**Requirement**
Nothing but the lines from the top of the data to the line holding "Task: Extract the" should be printed, word for word and both ends included; leave the pictures out.

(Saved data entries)

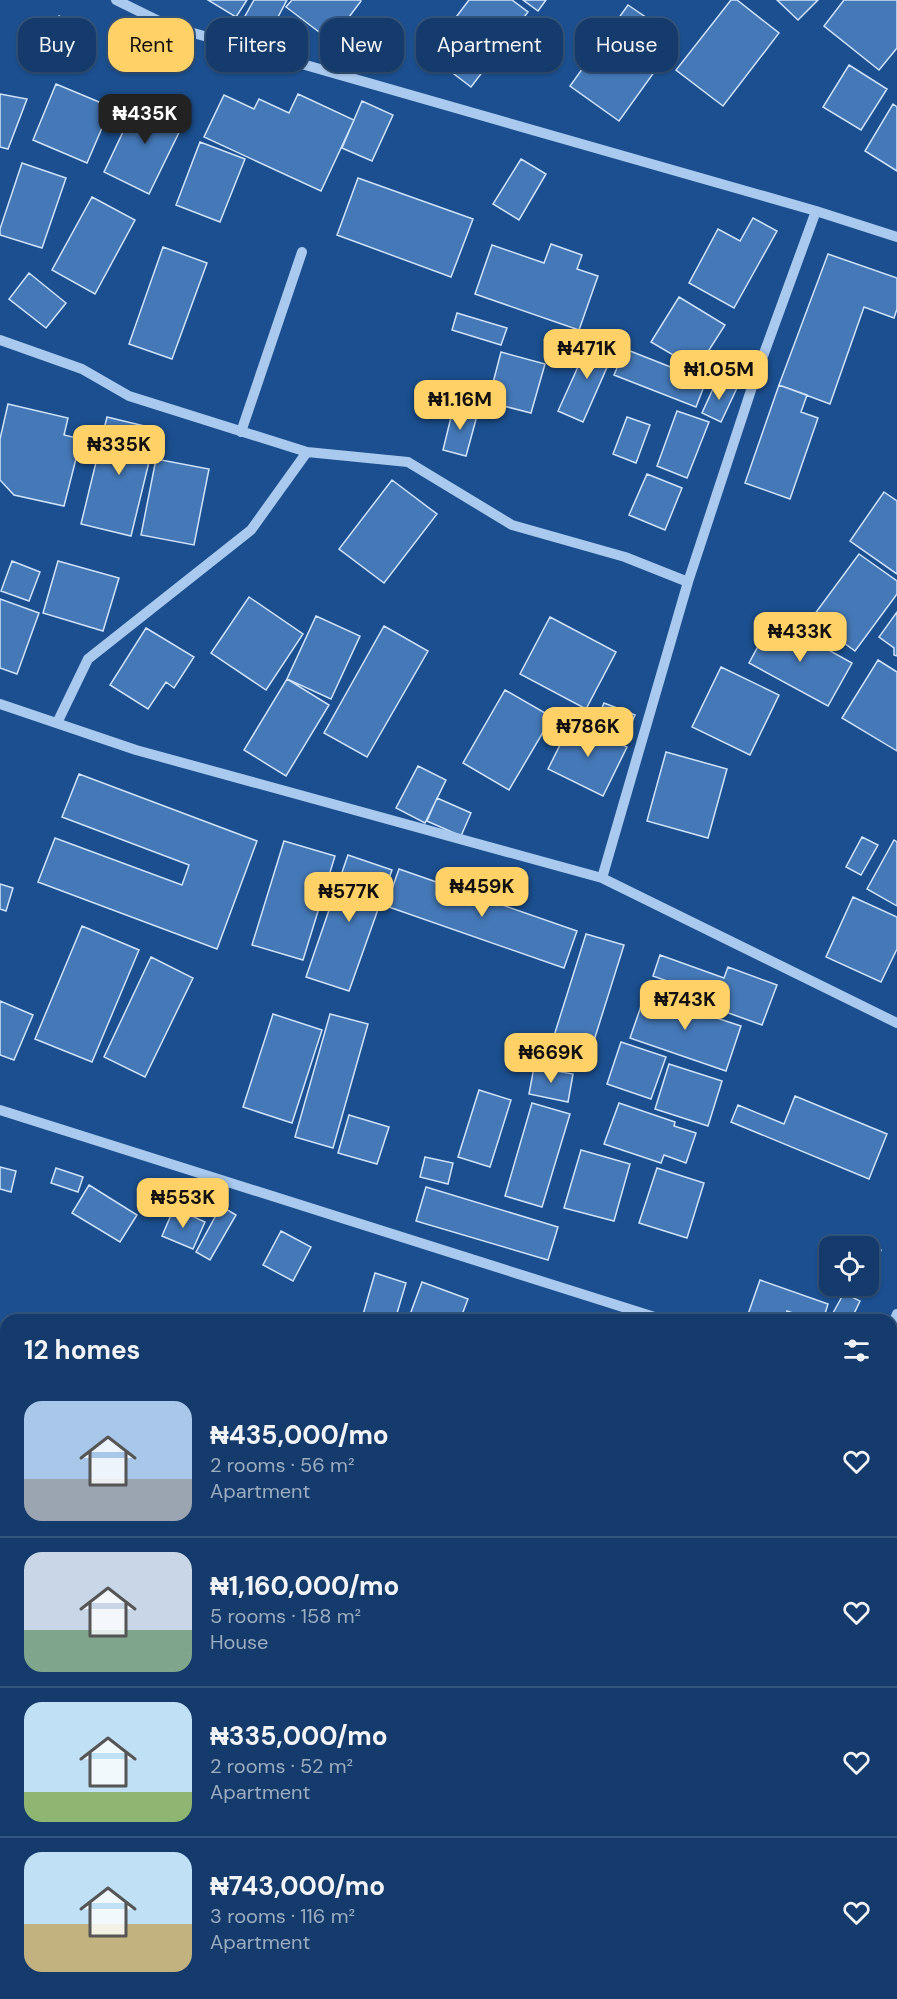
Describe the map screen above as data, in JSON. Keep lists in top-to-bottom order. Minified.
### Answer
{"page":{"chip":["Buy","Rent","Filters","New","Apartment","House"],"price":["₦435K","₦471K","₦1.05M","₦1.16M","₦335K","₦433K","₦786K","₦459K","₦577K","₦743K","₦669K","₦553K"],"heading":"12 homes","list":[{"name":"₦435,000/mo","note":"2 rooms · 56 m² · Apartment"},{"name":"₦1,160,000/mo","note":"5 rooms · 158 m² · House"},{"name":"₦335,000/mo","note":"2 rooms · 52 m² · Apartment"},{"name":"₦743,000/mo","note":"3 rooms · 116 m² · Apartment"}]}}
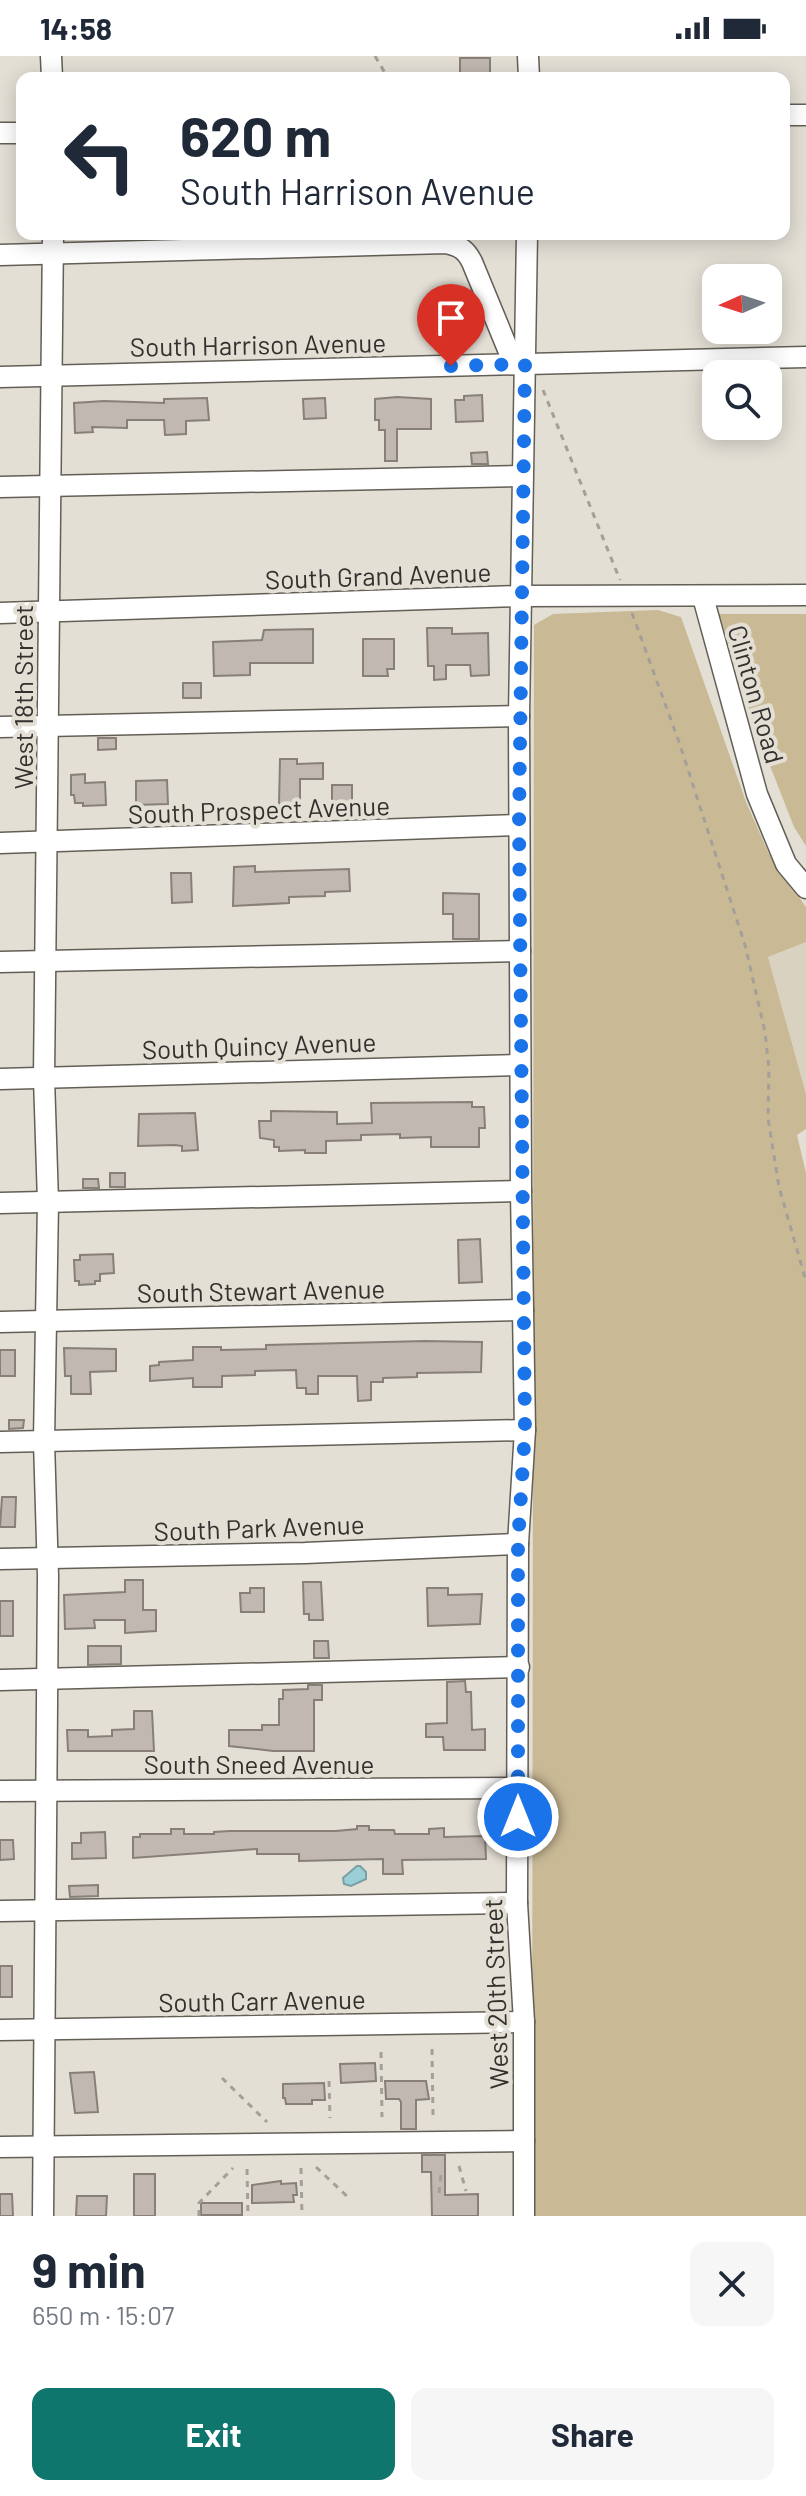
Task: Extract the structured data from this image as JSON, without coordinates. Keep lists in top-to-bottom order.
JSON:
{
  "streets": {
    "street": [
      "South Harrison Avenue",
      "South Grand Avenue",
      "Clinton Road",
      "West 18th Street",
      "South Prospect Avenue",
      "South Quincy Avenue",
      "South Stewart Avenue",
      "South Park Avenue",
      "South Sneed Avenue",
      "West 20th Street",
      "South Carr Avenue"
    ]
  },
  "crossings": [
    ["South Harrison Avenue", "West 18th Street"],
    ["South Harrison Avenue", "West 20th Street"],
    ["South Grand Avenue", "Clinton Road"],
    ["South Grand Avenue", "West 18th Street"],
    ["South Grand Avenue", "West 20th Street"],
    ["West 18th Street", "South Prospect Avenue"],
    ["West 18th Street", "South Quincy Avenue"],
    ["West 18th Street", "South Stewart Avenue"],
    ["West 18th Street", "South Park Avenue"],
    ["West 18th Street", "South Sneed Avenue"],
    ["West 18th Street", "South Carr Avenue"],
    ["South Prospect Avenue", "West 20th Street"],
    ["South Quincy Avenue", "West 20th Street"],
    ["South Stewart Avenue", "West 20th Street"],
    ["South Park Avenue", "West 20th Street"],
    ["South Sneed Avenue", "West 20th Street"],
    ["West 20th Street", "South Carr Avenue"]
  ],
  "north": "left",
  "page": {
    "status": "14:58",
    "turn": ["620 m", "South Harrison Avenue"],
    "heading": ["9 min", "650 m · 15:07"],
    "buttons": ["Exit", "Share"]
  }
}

**Response to the exercise**
Describe the map screen above as data, in JSON. Keep lists in top-to-bottom order. Minified.
### Answer
{"page":{"chip":["Buy","Rent","Filters","New","Apartment","House"],"price":["₦435K","₦471K","₦1.05M","₦1.16M","₦335K","₦433K","₦786K","₦459K","₦577K","₦743K","₦669K","₦553K"],"heading":"12 homes","list":[{"name":"₦435,000/mo","note":"2 rooms · 56 m² · Apartment"},{"name":"₦1,160,000/mo","note":"5 rooms · 158 m² · House"},{"name":"₦335,000/mo","note":"2 rooms · 52 m² · Apartment"},{"name":"₦743,000/mo","note":"3 rooms · 116 m² · Apartment"}]}}
Task: Extract the structured data from this image as JSON, without coordinates. Keep lists in top-to-bottom order.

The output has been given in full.